Synchronicity implies wholeness and meaningful relationships between causally unconnected events Or at least from our limited perception that is how it appears eighty5nine . I am so intrigued by the vastness of the Universe. I get lost in the powerful images that come to us through the Hubble Telescope as it speeds through time and space far beyond our reach.

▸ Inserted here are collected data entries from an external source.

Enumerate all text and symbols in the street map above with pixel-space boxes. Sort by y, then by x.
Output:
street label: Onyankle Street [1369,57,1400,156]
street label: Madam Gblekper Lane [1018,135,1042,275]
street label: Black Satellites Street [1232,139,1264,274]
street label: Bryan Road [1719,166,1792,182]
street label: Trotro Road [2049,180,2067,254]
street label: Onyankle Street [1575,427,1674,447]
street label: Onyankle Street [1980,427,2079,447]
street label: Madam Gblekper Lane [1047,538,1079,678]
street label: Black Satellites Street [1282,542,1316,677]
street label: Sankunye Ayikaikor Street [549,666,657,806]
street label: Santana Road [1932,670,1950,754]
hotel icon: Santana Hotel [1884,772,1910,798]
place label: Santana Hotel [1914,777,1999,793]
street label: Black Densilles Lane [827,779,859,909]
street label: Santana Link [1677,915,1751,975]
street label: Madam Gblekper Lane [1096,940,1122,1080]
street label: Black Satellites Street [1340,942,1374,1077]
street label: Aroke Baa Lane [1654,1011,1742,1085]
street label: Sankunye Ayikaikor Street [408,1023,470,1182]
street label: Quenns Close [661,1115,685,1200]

Science has been rediscovering the view of the world as an unbroken fabric in which seemingly separate events do not occur in isolation, but form pieces interwoven into a common tapestry. Wholeness as an idea is emerging as a major theme of our cultural. South African philosopher and states man Jan Smuts articulated this view in his book Holism and Evolution back in 1926. He told us that the cosmos was formed of wholes, each interlacing with others to form larger, interconnected tapestries. He explains from his viewpoint that these structures are not static, but evolve toward increasingly inclusive complex, and even creative forms. He called this picture of the universe of interwoven and evolving wholes "holism" after the Greek halo meaning whole.


Biologist Rupert Sheldrake's theory of morphic fields continues this conversation in modern terms. Morphic fields are a network of resonance that form webs of mutual influence beyond the usual limitations of space and time. I am fascinated by his theories. There is so much more to life than any of us understand or know. That thrills me. I am curious about the nature of our true reality and environment.A number of scientists have studied animals and their ability to learn or know tasks without contact with the trained animals. One famous example of this remote "shared learning" occurred in Britain, where milkmen for over one hundred years have left bottles of milk undisturbed at the doors of homes in the early hours of dawn. But in 1921 this all changed. Rupert Sheldrake discusses the behavior of a small bird called the blue tit in the town of Southampton, England in his book The Presence of the Past. A small number of these birds learned how to open bottles of milk. There were even reports of blue tits following delivery trucks and breaking into bottles while the drivers made deliveries. By 1937, eleven species of birds had begun this activity, and it spread to eighty-nine different cities in England. Then the jump occurred.


Strangely enough, milk bottles were not used in Holland during the years of World War II, and were only reintroduced in 1947. None of the blue tits alive then could have ever seen a milk bottle, and as soon as the milk bottle reappeared the blue tits began to attack them. Certain facts point to Sheldrake's theory of morphic resonance in the spread of this behavior. Blue tits are birds that do not usually travel far from their breeding place; but the habit of opening the milk bottles appeared at a number of locations far from the previous cities. Sheldrake estimated that the habit must have been rediscovered independently at least eighty-nine times in the British Isles alone. Also as this behavior began to be practiced by more numbers of birds, it spread with increasing speed, suggesting a quantum leap as numbers increased.